#### Work order:
Quote exactly, and only, the lines of the material below from the line with "c.lineWidth = width;" through the line with "c.textAlign = isNaN(turn) ? turn : align;".

#### Data for processing:

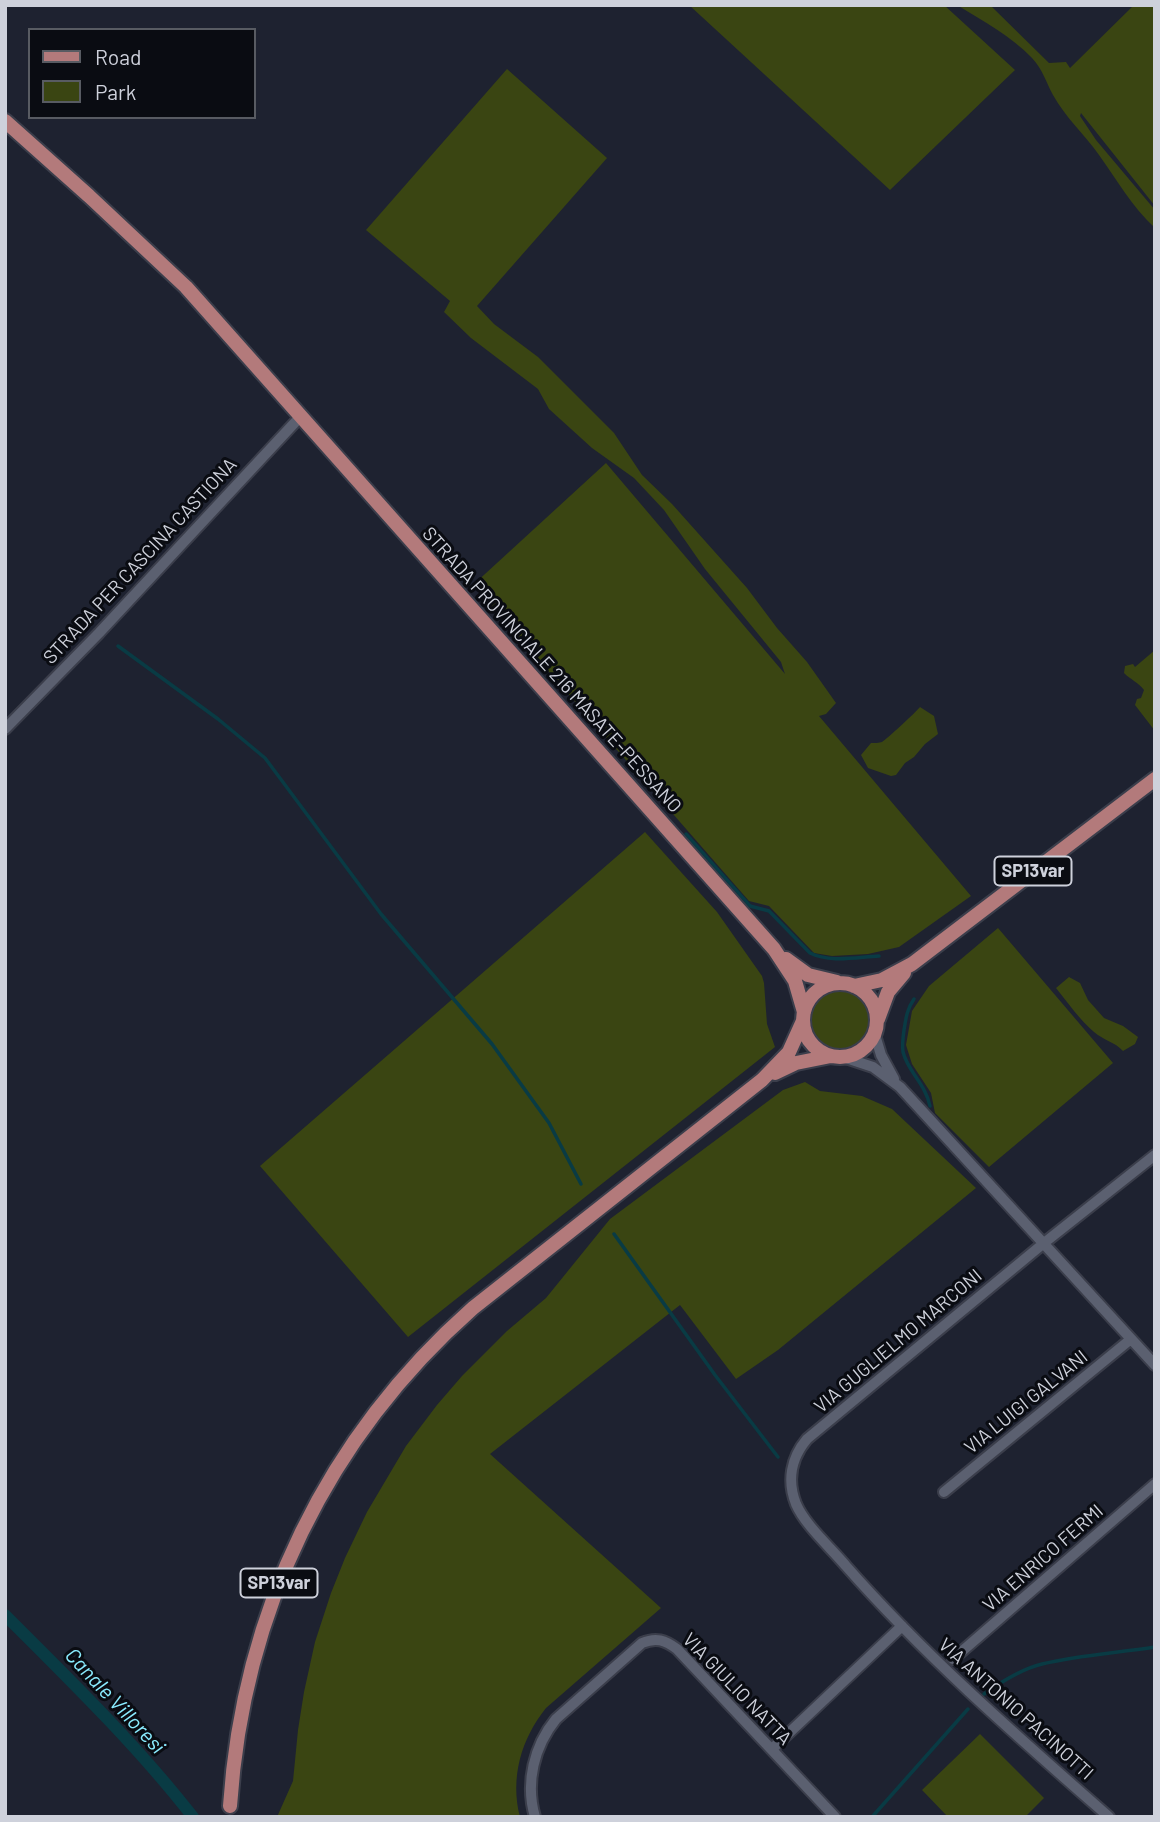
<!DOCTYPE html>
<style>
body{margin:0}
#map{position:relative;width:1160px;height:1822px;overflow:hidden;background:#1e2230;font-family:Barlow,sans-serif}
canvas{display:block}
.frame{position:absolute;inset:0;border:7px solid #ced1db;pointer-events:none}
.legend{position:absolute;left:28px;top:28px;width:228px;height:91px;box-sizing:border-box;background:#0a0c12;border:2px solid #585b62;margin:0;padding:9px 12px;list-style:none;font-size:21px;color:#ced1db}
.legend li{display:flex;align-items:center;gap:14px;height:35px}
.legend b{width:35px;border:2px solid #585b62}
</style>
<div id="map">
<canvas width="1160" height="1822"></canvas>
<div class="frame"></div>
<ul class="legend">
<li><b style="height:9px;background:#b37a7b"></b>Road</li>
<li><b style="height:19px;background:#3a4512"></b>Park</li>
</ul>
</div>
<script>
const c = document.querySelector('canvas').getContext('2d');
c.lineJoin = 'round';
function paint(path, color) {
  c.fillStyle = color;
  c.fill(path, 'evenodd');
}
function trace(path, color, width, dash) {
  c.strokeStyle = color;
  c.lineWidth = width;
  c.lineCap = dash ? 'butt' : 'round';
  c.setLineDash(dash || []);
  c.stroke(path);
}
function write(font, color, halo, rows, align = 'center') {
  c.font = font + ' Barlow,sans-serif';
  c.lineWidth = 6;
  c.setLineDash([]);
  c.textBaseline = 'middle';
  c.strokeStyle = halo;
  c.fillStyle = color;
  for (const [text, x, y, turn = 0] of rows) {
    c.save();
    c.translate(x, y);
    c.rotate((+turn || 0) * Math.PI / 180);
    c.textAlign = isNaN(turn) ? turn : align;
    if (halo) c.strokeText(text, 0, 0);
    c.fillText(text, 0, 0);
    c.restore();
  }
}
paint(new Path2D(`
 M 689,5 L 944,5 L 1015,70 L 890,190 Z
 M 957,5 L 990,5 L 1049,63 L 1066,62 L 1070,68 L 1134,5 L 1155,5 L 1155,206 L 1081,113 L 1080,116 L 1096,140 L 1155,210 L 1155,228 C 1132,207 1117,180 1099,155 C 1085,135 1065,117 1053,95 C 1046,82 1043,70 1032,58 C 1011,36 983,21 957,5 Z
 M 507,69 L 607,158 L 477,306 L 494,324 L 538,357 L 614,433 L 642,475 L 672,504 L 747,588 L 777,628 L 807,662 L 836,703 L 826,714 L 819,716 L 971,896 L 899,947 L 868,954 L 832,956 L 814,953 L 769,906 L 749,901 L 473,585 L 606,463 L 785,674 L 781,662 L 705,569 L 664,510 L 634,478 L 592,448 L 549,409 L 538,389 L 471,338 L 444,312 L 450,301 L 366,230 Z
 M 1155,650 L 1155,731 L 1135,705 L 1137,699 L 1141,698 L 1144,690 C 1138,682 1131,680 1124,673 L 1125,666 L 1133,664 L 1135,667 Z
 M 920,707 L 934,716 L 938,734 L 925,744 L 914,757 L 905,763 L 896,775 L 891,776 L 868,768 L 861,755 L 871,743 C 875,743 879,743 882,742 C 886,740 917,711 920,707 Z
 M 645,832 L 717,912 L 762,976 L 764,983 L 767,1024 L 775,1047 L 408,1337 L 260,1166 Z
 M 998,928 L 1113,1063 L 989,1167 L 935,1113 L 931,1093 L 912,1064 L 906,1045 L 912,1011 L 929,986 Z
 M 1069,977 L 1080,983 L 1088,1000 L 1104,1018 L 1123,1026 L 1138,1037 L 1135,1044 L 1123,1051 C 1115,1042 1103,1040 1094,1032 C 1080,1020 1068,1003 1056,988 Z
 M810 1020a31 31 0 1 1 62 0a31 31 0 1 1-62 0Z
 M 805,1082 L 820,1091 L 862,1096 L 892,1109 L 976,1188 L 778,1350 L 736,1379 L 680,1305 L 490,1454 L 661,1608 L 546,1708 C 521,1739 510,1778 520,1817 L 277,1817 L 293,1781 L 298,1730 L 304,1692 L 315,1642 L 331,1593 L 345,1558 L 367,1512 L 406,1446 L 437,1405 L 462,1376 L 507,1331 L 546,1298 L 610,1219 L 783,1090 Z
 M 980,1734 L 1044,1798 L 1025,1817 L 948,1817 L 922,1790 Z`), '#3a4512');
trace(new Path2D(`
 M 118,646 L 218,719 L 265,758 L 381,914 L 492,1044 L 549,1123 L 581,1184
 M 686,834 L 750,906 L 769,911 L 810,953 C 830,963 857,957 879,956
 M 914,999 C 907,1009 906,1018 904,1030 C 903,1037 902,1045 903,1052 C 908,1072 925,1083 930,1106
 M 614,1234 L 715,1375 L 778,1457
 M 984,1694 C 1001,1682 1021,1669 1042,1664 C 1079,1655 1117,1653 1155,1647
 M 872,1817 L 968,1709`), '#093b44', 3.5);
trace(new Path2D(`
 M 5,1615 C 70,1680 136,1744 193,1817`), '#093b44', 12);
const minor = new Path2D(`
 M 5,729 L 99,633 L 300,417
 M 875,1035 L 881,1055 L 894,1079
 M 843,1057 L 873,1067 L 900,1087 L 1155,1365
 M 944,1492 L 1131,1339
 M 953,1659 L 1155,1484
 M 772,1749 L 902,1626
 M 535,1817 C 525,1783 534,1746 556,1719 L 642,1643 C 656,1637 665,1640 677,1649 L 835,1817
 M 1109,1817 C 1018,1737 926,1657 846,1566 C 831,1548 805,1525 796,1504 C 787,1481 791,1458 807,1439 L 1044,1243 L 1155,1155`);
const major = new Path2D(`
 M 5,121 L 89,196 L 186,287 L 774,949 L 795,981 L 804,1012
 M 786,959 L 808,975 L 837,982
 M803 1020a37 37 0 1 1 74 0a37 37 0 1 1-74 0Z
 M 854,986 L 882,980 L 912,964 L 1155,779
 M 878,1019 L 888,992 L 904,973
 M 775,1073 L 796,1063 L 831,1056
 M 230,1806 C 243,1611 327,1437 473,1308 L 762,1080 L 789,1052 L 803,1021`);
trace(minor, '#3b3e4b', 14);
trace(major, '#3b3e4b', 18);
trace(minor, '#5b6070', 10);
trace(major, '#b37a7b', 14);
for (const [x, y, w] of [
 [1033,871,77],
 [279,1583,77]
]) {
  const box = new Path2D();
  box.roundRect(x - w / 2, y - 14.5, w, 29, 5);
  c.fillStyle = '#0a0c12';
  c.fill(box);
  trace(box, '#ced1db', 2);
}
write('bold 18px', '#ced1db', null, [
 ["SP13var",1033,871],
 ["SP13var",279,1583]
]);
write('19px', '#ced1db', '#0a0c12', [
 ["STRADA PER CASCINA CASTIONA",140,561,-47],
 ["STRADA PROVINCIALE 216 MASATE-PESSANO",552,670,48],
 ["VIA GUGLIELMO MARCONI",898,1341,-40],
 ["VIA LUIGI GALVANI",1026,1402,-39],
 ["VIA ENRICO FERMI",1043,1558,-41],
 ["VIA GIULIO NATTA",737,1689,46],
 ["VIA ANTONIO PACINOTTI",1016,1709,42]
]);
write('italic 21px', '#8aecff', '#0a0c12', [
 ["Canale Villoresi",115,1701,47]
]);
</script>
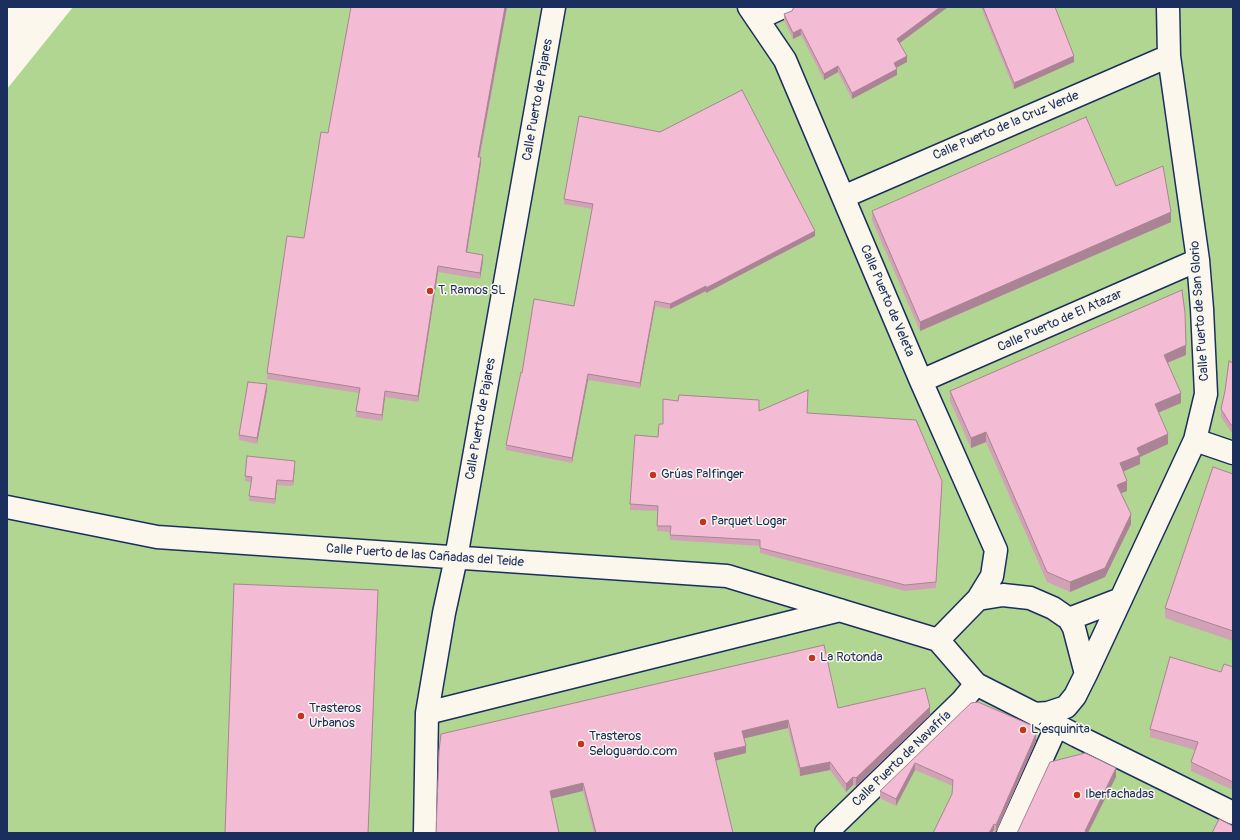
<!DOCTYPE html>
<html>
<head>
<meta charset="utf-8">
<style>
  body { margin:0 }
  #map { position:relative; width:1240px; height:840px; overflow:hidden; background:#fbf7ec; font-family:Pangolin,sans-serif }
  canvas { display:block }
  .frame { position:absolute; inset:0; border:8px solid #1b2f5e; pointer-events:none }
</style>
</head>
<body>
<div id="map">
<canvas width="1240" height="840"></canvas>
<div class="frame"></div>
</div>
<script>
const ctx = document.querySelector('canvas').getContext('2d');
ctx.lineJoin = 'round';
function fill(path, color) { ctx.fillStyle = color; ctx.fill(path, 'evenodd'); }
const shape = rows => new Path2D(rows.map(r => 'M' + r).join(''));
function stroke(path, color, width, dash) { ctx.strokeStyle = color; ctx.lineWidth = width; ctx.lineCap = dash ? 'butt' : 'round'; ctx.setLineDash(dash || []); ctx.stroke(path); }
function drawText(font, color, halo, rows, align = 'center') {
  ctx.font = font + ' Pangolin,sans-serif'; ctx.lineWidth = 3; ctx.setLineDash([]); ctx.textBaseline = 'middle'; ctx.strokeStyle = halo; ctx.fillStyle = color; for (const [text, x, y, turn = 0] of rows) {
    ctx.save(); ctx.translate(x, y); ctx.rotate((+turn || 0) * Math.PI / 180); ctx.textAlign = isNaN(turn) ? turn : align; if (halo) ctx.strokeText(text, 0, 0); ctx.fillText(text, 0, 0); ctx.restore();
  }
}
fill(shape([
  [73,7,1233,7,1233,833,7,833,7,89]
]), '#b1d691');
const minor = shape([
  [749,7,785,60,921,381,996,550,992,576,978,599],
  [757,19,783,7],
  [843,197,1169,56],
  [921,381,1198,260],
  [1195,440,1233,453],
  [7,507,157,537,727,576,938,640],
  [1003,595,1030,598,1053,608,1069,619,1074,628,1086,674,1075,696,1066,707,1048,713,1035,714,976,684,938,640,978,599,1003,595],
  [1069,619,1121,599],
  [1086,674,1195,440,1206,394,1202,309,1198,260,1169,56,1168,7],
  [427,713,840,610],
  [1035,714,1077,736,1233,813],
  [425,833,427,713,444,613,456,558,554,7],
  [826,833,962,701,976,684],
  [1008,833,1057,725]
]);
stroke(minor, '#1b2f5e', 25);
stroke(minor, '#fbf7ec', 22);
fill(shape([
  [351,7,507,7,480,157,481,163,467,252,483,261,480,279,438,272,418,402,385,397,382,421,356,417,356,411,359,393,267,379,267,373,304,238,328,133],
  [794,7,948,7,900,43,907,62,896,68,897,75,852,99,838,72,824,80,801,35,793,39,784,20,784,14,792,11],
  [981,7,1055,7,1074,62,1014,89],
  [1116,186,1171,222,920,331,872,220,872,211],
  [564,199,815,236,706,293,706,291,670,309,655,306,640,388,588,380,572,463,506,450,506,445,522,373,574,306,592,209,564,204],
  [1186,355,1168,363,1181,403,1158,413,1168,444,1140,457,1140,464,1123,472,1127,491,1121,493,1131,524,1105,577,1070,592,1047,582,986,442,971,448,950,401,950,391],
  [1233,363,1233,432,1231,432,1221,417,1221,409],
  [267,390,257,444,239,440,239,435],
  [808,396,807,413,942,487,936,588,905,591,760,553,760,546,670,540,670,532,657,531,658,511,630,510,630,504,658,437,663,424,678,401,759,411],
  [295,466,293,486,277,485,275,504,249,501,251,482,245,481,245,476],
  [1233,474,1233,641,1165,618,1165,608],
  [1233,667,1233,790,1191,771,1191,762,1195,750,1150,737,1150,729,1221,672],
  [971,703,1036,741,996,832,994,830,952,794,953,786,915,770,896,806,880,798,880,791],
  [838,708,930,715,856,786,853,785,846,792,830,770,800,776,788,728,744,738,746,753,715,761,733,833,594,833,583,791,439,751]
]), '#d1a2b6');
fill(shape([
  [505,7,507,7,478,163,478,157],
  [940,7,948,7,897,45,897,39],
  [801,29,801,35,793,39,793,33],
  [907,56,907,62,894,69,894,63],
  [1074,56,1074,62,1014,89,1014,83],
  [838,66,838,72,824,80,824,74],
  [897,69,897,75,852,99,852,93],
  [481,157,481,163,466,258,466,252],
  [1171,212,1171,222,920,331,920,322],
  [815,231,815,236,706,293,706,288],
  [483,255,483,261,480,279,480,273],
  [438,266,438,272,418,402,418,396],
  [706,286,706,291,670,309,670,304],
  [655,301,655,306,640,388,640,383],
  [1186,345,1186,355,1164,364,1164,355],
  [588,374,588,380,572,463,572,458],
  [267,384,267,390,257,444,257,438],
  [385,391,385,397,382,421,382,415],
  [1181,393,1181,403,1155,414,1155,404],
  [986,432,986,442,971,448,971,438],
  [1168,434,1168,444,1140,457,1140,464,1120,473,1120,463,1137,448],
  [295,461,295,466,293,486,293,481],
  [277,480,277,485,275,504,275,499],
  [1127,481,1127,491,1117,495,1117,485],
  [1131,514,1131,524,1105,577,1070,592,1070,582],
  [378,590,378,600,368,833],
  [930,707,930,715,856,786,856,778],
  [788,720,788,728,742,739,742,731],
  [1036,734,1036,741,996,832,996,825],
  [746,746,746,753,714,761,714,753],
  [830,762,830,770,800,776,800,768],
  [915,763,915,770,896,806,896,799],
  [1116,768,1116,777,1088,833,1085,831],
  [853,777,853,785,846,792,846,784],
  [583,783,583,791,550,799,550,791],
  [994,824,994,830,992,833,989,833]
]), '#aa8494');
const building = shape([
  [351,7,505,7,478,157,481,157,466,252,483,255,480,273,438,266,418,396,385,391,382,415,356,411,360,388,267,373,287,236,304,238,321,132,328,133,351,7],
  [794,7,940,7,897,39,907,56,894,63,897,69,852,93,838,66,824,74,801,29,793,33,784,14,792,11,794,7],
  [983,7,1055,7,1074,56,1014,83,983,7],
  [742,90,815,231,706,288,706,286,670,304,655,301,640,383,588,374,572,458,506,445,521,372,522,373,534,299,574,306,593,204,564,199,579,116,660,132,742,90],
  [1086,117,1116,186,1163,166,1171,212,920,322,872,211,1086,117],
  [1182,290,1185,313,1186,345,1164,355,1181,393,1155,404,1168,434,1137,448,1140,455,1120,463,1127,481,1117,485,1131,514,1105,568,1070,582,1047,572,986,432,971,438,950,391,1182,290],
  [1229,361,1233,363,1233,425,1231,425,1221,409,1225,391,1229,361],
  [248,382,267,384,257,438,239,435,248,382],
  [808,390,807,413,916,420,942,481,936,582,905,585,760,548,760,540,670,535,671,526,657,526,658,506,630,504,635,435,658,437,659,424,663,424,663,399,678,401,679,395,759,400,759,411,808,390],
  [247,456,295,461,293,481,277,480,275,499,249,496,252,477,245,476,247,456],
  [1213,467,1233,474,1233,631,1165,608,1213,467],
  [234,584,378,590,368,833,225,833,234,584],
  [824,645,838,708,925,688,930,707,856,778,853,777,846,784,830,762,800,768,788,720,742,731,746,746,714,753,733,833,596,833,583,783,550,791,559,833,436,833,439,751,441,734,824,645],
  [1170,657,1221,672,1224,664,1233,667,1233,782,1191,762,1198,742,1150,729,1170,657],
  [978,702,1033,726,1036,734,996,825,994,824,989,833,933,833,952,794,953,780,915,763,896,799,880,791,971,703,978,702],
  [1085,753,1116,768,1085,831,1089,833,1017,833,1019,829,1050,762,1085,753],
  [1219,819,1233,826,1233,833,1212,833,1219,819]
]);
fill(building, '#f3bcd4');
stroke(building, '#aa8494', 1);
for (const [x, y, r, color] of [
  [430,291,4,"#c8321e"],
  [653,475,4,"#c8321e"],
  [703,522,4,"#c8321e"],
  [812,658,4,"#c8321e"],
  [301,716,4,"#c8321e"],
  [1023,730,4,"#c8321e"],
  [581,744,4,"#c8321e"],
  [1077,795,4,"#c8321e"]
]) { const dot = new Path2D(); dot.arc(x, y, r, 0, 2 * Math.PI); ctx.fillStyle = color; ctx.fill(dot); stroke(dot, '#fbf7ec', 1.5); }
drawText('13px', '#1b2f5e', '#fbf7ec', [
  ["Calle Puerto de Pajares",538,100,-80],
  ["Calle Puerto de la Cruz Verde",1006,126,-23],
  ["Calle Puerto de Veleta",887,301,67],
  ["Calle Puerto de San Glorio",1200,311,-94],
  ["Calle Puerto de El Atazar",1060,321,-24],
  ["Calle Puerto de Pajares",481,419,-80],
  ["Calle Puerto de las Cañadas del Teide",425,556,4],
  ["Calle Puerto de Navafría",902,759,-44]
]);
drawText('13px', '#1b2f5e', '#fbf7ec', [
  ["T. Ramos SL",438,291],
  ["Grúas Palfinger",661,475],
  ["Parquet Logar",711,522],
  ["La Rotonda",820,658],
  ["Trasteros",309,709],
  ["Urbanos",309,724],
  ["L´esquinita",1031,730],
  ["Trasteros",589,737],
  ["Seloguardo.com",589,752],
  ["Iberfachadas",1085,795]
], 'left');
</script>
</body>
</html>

#### Finished task:
  c.lineWidth = width;
  c.lineCap = dash ? 'butt' : 'round';
  c.setLineDash(dash || []);
  c.stroke(path);
}
function write(font, color, halo, rows, align = 'center') {
  c.font = font + ' Barlow,sans-serif';
  c.lineWidth = 6;
  c.setLineDash([]);
  c.textBaseline = 'middle';
  c.strokeStyle = halo;
  c.fillStyle = color;
  for (const [text, x, y, turn = 0] of rows) {
    c.save();
    c.translate(x, y);
    c.rotate((+turn || 0) * Math.PI / 180);
    c.textAlign = isNaN(turn) ? turn : align;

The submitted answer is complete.